Unfortunately (or fortunately, for my own sake), I was much quicker to understand the importance of giving weight in contra dancing than I have been in everyday life.

Growing up I always placed immediate importance on pleasantry, on being as easy as possible to get along with. I held it like a badge of honor all throughout childhood that in every class, in every grade, I was known as “the nice girl,” and to adults, “sweetheart.”

Even now, as many other women can probably relate, I am called “sweetheart” as if I were still that 10-year-old girl. But that’s for another day.

More importantly, even with the people I’ve gotten to know more complexly and who see me (I hope…) as more than just “nice,” it took me a painfully long time to understand that, like any partner in a contra dance, they wanted some weight. What would make them happiest is knowing they’re getting a real-life, i.e. sometimes contradictory, sometimes unpleasant, and sometimes difficult, person: not a pull-string talking doll that goes around only saying nice, trite things.

It’s still not always completely natural to me, to give that weight.

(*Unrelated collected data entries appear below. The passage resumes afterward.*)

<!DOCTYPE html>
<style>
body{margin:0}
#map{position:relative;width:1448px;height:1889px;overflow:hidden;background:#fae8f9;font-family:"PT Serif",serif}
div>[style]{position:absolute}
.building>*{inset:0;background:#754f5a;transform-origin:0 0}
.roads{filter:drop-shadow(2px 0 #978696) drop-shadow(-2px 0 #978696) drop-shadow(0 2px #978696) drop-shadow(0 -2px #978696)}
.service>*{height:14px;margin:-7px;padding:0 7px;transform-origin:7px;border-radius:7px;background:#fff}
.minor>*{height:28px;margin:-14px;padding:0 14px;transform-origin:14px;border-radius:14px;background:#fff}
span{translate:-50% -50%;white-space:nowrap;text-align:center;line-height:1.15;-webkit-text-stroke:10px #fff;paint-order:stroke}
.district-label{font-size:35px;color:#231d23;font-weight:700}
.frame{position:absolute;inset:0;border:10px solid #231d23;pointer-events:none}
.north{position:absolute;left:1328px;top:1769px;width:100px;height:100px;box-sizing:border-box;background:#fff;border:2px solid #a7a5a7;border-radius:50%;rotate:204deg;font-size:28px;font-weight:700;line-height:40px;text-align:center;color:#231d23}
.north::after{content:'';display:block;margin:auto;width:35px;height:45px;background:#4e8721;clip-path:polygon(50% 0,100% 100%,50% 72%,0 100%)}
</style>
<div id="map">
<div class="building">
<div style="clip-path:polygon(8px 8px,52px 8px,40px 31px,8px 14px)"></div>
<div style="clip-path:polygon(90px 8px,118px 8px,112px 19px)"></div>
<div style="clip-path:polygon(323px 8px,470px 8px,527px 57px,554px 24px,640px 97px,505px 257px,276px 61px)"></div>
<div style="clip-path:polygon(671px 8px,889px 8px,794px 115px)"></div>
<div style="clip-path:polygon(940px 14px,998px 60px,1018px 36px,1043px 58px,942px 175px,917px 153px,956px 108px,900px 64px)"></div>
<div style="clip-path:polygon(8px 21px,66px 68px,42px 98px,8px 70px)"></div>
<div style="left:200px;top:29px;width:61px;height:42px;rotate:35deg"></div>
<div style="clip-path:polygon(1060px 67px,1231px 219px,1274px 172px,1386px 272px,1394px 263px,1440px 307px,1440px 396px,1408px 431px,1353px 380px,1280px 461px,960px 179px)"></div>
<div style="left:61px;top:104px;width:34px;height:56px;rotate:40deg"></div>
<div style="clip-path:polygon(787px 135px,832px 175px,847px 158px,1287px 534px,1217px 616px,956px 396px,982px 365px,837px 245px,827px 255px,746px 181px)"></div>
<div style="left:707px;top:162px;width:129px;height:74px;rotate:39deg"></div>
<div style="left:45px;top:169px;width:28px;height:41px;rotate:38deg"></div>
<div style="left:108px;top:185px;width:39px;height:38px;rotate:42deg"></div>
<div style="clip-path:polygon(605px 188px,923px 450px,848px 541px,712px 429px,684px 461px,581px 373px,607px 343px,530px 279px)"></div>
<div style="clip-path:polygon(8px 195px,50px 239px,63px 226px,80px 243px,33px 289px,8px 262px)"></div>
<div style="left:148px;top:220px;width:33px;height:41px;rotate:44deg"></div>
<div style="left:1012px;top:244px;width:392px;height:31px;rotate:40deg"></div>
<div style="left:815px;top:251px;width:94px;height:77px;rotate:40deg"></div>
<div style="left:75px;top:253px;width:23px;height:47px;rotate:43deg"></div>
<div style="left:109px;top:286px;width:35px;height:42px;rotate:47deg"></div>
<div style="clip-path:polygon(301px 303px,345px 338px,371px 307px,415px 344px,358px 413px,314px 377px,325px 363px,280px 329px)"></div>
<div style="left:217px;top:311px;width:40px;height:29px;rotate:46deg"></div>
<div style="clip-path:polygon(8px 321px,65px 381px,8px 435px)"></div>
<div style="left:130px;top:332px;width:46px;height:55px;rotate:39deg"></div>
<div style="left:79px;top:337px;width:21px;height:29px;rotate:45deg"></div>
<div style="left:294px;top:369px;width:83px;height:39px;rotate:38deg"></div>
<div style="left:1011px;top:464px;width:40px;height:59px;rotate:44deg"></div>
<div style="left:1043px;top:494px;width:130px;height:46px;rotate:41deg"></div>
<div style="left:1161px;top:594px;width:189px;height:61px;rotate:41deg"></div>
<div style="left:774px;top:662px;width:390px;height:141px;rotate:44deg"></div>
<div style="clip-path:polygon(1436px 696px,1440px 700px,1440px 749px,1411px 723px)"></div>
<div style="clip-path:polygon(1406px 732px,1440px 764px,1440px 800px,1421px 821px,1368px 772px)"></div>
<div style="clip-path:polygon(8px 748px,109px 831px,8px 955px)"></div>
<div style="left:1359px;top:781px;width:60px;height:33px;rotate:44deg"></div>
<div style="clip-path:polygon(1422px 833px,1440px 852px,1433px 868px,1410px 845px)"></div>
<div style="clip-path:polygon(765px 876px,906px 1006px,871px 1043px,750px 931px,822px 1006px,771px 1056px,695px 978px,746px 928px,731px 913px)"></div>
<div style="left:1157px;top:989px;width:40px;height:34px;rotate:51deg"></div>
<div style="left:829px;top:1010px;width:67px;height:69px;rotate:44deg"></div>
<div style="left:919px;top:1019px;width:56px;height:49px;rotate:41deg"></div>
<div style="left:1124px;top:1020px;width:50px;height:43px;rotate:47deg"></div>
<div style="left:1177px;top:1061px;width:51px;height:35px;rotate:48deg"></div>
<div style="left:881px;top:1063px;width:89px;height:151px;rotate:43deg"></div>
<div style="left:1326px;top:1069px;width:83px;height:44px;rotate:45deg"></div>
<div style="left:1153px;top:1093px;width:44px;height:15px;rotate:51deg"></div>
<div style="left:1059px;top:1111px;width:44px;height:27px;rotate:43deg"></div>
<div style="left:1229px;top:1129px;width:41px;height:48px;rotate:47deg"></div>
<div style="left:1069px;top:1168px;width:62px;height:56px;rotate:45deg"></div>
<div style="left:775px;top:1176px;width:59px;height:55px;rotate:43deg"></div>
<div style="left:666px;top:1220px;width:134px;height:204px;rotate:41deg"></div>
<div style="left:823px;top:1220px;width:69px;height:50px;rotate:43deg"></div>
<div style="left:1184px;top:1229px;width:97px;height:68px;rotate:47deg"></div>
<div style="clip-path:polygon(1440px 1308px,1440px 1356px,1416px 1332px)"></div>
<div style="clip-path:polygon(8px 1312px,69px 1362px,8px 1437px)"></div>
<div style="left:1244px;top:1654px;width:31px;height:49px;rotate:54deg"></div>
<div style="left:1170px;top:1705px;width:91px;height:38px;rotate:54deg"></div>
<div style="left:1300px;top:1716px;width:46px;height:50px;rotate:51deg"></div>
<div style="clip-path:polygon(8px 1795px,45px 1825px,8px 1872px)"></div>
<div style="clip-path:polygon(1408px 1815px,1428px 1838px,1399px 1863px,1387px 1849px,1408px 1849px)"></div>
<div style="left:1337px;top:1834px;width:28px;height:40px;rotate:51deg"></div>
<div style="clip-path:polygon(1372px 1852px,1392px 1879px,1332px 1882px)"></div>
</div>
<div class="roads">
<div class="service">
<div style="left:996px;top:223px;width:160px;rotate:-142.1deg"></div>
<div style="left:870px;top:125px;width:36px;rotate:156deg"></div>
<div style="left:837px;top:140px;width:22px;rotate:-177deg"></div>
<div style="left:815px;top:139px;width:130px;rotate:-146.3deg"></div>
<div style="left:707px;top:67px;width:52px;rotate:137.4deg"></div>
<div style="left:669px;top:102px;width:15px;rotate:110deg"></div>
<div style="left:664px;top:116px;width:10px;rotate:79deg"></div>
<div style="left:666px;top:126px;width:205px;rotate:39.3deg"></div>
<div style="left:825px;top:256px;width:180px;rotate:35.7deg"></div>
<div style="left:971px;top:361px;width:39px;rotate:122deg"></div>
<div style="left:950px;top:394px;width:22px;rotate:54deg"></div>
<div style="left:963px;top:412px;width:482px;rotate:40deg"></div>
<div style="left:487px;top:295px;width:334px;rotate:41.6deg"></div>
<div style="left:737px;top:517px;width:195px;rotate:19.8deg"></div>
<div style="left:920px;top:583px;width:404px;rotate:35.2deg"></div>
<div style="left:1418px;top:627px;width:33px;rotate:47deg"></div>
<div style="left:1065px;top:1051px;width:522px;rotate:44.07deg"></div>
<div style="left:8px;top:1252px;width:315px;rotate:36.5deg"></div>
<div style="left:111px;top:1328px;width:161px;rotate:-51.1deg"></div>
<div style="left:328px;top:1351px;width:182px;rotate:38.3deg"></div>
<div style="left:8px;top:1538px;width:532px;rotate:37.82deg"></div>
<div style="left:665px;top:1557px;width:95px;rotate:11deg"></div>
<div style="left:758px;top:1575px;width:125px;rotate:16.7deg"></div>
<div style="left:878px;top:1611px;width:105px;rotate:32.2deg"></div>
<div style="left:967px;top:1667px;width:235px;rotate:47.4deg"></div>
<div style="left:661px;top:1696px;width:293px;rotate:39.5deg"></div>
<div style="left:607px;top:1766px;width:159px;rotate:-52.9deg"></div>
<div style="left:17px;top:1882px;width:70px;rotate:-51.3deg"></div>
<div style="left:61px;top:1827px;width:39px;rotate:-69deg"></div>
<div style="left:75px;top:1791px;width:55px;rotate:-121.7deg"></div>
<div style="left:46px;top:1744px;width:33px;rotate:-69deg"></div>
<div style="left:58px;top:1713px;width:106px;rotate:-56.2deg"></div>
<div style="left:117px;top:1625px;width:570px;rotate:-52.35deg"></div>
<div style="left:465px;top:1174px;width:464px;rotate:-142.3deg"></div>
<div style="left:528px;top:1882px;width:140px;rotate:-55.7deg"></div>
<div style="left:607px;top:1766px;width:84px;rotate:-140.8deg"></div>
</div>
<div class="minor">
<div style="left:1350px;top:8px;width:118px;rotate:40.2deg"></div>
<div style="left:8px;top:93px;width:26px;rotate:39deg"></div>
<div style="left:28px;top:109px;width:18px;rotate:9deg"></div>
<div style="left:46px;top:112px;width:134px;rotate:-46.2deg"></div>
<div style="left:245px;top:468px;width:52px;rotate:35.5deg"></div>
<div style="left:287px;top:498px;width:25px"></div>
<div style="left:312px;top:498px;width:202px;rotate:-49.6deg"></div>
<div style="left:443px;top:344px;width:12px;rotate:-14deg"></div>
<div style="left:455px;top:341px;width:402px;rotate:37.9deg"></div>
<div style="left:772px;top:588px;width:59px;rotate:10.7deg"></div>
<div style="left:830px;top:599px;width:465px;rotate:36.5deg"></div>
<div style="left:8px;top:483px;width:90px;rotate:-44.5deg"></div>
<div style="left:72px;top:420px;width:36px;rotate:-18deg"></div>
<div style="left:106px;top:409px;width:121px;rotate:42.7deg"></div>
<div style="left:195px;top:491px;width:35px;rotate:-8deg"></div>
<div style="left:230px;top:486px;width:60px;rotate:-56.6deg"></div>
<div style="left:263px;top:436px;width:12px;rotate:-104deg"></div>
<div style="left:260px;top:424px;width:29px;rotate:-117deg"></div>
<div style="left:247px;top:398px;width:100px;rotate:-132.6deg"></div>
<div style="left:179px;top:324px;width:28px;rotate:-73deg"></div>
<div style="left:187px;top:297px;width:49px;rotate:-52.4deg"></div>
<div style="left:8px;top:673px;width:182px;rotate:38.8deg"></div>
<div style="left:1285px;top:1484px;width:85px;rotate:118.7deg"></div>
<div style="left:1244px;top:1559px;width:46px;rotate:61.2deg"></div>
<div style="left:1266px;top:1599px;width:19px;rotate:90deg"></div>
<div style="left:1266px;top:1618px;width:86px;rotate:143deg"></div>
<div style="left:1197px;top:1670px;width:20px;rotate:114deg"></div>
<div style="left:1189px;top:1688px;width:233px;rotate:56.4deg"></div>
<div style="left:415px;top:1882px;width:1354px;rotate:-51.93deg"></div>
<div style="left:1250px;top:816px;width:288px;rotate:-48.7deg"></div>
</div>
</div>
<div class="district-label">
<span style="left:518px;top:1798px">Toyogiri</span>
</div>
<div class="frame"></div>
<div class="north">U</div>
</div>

But it has gotten easier to swing that way.

They had their backs to a cemetery and their eyes on a sunset.

It was a surprise to the couple how human it felt, watching the van go. There were no eyelids to fold or last words to remember, but there was the pitiful way the van’s nose crinkled, and how small it appeared, hitched to the tow truck–this thing that, once their hearty vessel, now shuddered away as cargo.

They tracked the procession into the end of the day, fading out as participants and settling in as bystanders of their own debris, while off in the corner, a police car sat flashing, attending to its charge as the right-lane blockade, executing its duty with all the vigorous passivity that required. It sat there, shrill and silent, as traffic nudged on single-file, transferring brake lights one by one until each fell still, and from end to end stretched a solid red vein. Then, somewhere down the road a light turned green, and the lane dissolved into cars again.

At some point before the sun faded, and long after the van had spirited away, the couple still sat with their backs to the cemetery gates, feeling the breeze of passing traffic and watching the lights change.

We’ve waited this long, they thought, while somewhere, a taxi counted down the minutes to arrival on its GPS. They supposed they would always wait.